YOUR GOAL
Establish the number of lines below that contain the string "overflow". State that number alone.
*** Begin section ***
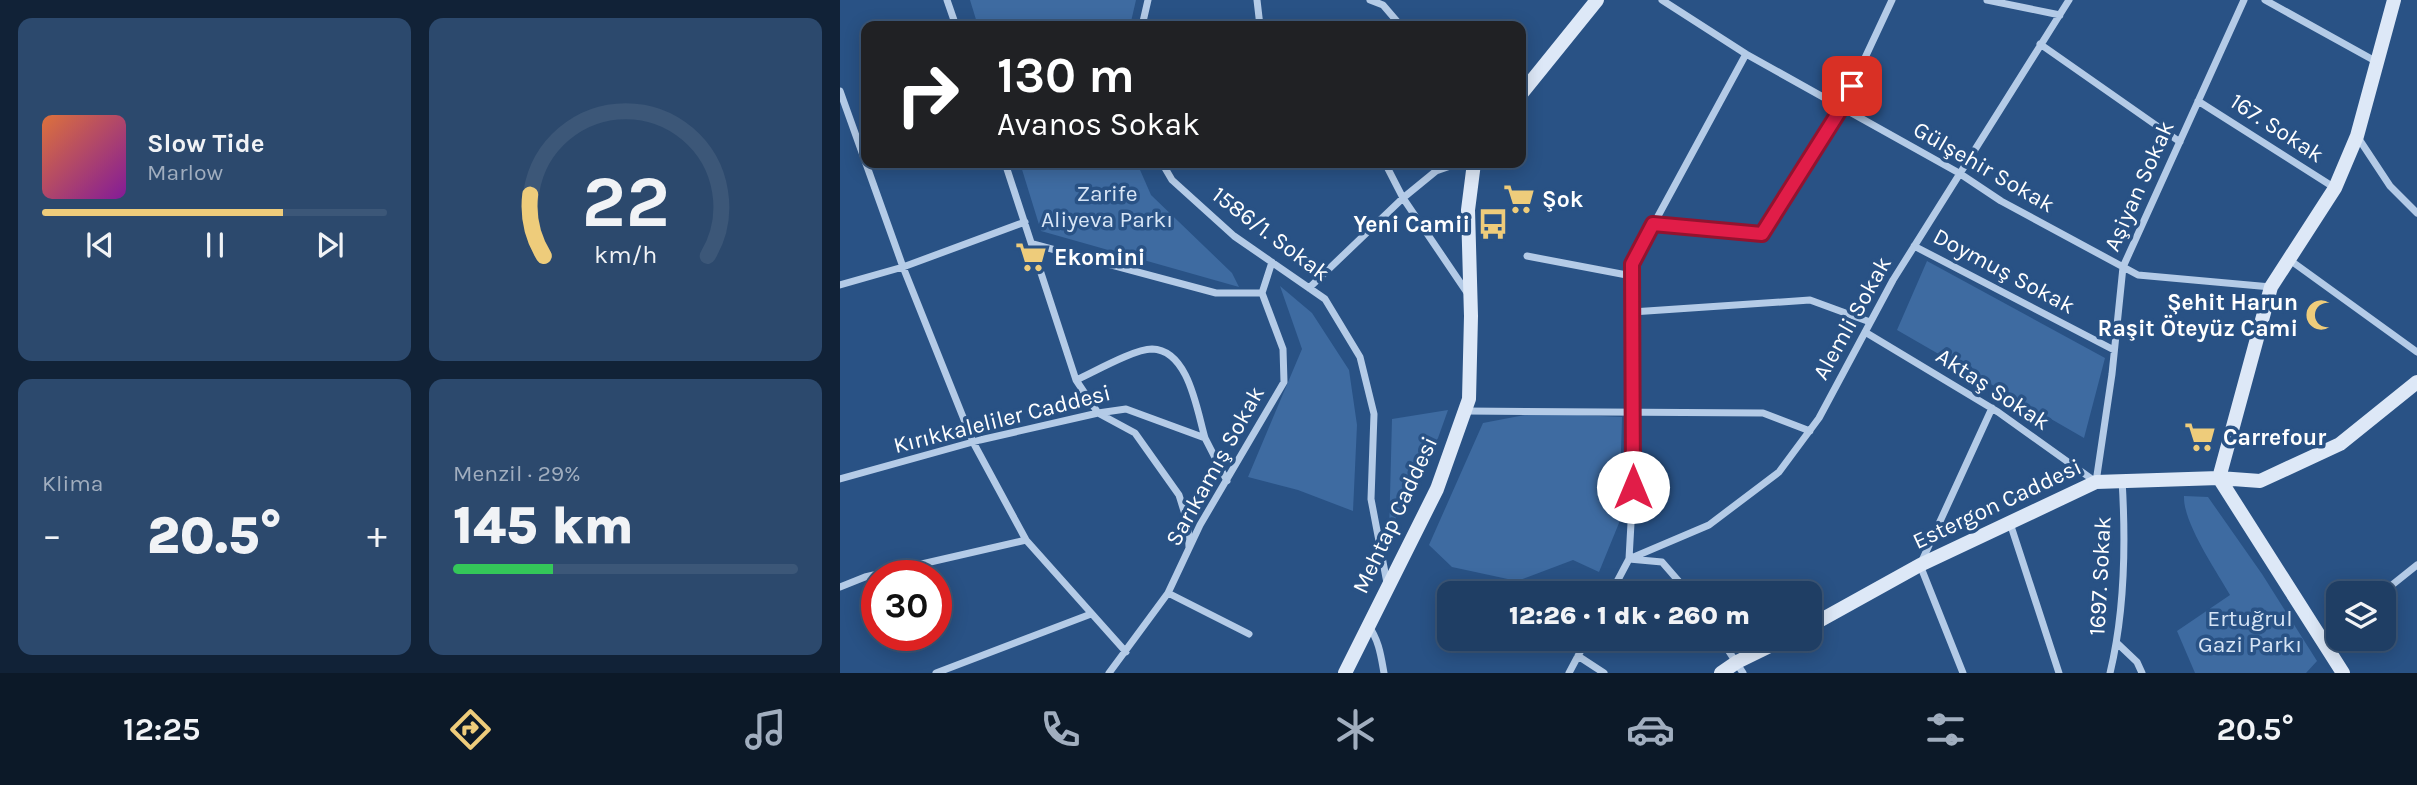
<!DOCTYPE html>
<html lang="tr">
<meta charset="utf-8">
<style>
:root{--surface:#1f3e64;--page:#2c496d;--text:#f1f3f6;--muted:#a1aebf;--line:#3c5778;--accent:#eecc7b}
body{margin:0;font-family:Karla,sans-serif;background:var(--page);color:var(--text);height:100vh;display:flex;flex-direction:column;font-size:26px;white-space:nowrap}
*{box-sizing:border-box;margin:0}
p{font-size:23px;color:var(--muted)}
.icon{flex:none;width:38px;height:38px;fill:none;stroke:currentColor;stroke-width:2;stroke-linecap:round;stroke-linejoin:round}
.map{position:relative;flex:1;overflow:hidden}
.drawer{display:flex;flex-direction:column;gap:18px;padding:18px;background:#112237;width:840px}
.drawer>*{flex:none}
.top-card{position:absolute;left:21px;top:21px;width:665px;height:147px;border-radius:14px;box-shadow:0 4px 18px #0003,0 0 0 2px var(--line);background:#202124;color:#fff;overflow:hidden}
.controls{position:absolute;left:1486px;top:581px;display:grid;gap:14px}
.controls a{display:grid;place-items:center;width:70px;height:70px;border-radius:14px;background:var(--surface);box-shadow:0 4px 18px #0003,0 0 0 2px var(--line);font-size:35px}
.speed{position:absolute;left:21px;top:560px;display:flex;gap:14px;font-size:35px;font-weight:700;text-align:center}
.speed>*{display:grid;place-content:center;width:91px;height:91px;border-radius:50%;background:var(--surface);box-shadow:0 4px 18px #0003,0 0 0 2px var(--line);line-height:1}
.speed .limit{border:10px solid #d22;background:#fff;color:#111}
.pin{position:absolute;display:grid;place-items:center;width:60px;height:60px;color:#fff;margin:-30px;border-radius:14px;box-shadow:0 4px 10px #0006}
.me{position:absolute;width:77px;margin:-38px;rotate:0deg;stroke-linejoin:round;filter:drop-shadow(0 0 5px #0008)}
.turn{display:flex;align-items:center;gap:24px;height:147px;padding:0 21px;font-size:32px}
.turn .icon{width:91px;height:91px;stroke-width:2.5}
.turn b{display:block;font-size:49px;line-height:60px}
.big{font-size:52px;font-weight:800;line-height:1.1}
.drawer .card{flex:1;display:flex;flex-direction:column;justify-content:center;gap:10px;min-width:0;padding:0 24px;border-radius:14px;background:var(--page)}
.drawer .dial{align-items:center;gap:0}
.dial svg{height:182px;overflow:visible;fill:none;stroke:var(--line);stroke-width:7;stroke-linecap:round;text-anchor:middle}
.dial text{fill:var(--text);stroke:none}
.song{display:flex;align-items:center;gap:21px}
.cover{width:84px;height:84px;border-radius:10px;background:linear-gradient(135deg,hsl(20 70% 55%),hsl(290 70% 35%))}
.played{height:7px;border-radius:4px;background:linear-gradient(90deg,var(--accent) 70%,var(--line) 70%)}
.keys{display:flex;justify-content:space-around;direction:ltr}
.heat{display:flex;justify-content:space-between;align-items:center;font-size:38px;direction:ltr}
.charge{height:10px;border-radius:5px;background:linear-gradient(90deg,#34c759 29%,var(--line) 0)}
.drawer .tiles{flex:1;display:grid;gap:18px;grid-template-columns:repeat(2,1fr)}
.trip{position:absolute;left:597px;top:581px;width:385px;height:70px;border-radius:14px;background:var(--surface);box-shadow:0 4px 18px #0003,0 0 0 2px var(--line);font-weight:800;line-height:70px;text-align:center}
.dock{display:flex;height:112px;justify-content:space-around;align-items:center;background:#0c1928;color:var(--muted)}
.dock .icon{width:49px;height:49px}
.dock .on{color:var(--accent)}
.dock b{font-size:32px;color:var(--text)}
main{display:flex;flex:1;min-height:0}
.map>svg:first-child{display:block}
.green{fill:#3e6ba1}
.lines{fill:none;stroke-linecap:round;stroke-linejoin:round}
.street{stroke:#b4cbe7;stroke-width:7}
.secondary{stroke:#dde8f7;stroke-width:14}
.route-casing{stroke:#92132f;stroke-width:18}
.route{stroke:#e11d48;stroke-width:12}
.labels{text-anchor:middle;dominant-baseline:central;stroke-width:7;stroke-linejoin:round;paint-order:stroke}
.street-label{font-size:23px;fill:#fff;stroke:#295285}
.park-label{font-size:23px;fill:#d7e5f6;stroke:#295285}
.poi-label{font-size:23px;font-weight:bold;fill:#fff;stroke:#295285;text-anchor:start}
</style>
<main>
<section class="drawer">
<div class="tiles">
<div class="card">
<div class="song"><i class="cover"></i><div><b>Slow Tide</b><p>Marlow</p></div></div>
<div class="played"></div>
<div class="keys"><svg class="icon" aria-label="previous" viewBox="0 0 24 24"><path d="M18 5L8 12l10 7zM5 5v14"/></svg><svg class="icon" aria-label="pause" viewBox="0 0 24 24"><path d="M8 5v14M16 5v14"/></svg><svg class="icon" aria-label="next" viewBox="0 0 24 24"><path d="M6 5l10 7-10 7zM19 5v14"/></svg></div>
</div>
<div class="card dial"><svg viewBox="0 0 100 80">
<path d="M14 69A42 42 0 1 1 86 69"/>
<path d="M14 69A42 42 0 0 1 8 42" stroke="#eecc7b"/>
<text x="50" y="56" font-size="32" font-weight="700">22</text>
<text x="50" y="72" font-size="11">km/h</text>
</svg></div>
<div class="card"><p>Klima</p>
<div class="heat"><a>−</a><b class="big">20.5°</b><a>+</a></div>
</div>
<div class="card"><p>Menzil · 29%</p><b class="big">145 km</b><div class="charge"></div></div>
</div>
</section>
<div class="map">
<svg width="1577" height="673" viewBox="0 0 1577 673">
<rect width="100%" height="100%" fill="#295285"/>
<path class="green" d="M130,0H296L290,26H138Z
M180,163H297L311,195L392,273L399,287L201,231Z
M1087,261L1265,358L1244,438L1057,330Z
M440,286L472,313L509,370L517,425L513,511L458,490L408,477L462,349Z
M608,410L598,438L569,487L549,534L552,419Z
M695,413L782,417L779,523L759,572L733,560L677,581L612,567L589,545L643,423Z
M1344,496L1368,497L1422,574L1477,661L1466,673H1355L1337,631L1390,595C1376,570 1343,523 1344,496Z"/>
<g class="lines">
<path class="street" d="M107,0L116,26
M417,0L420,26
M530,0L543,5L561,26
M822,0L906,54L1119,173L1161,201L1298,275L1431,287
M1147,0L1220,15
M1425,0L1537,62
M302,26L308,0
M1200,44L1340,142
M0,91L63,267L133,442L186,540L286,652
M1358,101L1495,188
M1517,136L1550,186L1577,213
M165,163L236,380L258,413L295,433L339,495L348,524L349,547
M322,163L332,180L394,236L485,299L520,357L534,414L531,499L547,583
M545,163L563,198L628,294
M813,224L922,234L1002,107L1052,0
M193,244L376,293H422
M1074,246L1274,350
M687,256L792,276
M1447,258L1577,352
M0,285L63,267L185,222
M469,288L563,198L596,171L619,163
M792,312L970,300L1030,322
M1025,332L1158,412L1256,482L1272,374L1283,267L1404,0
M236,380C254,372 294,349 312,349C349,350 357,411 365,438
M625,411L923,413L970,431
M0,479L140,440L258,413L286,409L365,438L387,481
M1170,523L1219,673
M0,587L25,577L186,540
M328,593L409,634
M771,593L789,559L869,525L939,472L979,418L1053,280L1229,0
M849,593L822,562L789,559L793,487L792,264L906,54
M1542,593L1577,565
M528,625C539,640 541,656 544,673
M881,639L903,673
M1483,641L1498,629
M1277,643L1297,662L1302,673
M738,656L764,673
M96,673L251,614
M269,673L328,593L360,525L444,382L443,349L422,293L432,262
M729,673L747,639
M1123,673L1080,565L1152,408
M1270,673C1285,611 1286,544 1282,480"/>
<path class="secondary" d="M681,94L757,0
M970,626L1080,565L1256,482L1379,478L1420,481L1500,444L1577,382
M505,673L597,489L629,399L631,316L628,210L634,163
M881,673L897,662L944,639
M1503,673L1379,478L1431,287L1495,188L1517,136L1554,0"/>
</g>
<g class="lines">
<defs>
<path id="route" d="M793,487L792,264L813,224L922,234L1002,107L1012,86"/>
</defs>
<use href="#route" class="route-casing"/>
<use href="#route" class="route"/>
</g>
<defs>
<symbol id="supermarket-bare" viewBox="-9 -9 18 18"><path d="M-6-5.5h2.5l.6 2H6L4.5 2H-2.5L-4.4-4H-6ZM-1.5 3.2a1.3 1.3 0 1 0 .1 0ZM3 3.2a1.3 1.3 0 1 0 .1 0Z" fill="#eecc7b" stroke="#295285" stroke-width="2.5" paint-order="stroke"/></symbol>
<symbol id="bus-bare" viewBox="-9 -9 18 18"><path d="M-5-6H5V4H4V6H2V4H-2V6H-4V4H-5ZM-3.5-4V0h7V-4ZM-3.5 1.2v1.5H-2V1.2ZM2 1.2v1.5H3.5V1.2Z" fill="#eecc7b" stroke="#295285" stroke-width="2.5" paint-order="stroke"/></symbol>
<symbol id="mosque-bare" viewBox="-9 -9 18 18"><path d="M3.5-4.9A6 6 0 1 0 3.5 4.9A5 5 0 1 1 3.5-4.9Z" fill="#eecc7b" stroke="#295285" stroke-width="2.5" paint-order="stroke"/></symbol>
</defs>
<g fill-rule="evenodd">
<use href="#supermarket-bare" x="657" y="177" width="44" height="44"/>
<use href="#bus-bare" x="631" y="202" width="44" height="44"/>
<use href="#supermarket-bare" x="169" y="235" width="44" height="44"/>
<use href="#mosque-bare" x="1459" y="293" width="44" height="44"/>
<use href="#supermarket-bare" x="1338" y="415" width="44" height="44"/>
</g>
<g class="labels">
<g class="street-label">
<text transform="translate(1437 128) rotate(33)">167. Sokak</text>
<text transform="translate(1144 167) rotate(30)">Gülşehir Sokak</text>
<text transform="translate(1299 186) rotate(-66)">Aşiyan Sokak</text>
<text transform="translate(431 234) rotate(37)">1586/1. Sokak</text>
<text transform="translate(1164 271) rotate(28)">Doymuş Sokak</text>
<text transform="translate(1012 318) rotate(-61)">Alemli Sokak</text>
<text transform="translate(1153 389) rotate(33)">Aktaş Sokak</text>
<text transform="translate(162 419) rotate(-14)">Kırıkkaleliler Caddesi</text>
<text transform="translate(375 466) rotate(-61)">Sarıkamış Sokak</text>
<text transform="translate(1157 504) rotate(-25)">Estergon Caddesi</text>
<text transform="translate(555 515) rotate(-65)">Mehtap Caddesi</text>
<text transform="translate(1260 576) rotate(-87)">1697. Sokak</text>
</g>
<g class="park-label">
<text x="267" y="193">Zarife<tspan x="267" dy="26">Aliyeva Parkı</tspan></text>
<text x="1410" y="618">Ertuğrul<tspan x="1410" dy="26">Gazi Parkı</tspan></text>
</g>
<g class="poi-label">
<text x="702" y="199">Şok</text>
<text x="630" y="224" text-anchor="end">Yeni Camii</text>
<text x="214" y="257">Ekomini</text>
<text x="1458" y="302" text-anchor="end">Şehit Harun<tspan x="1458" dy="26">Raşit Öteyüz Cami</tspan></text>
<text x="1383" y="437">Carrefour</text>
</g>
</g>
</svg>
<div class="controls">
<a><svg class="icon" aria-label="layers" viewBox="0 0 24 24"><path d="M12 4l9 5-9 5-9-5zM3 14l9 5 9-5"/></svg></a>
</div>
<div class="speed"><div class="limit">30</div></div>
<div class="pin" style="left:1012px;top:86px;background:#d93025"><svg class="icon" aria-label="arrive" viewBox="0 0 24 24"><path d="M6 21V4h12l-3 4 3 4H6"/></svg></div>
<svg class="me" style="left:793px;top:487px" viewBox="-20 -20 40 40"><circle r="19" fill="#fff"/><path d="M0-13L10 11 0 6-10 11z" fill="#e11d48"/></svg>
<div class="trip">12:26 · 1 dk · 260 m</div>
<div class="top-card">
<div class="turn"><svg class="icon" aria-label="right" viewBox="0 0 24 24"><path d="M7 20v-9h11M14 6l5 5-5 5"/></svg><div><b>130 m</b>Avanos Sokak</div></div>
</div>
</div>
</main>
<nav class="dock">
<b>12:25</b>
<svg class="icon on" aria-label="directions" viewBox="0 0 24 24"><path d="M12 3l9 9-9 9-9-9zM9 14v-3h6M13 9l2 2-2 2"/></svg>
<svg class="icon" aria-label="music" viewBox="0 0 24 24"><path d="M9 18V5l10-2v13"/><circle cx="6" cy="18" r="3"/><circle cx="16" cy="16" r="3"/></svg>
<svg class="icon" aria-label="phone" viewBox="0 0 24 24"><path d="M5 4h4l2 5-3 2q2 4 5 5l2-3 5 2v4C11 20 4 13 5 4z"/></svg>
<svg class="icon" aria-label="climate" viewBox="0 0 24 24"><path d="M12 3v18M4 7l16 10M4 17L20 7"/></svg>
<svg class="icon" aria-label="car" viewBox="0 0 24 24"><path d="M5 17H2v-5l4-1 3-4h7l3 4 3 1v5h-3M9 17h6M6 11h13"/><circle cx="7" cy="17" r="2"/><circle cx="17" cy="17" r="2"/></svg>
<svg class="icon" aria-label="filters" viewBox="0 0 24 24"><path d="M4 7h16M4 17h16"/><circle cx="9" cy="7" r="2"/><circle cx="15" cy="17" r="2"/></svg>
<b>20.5°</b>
</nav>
*** End section ***
TASK SOLUTION
3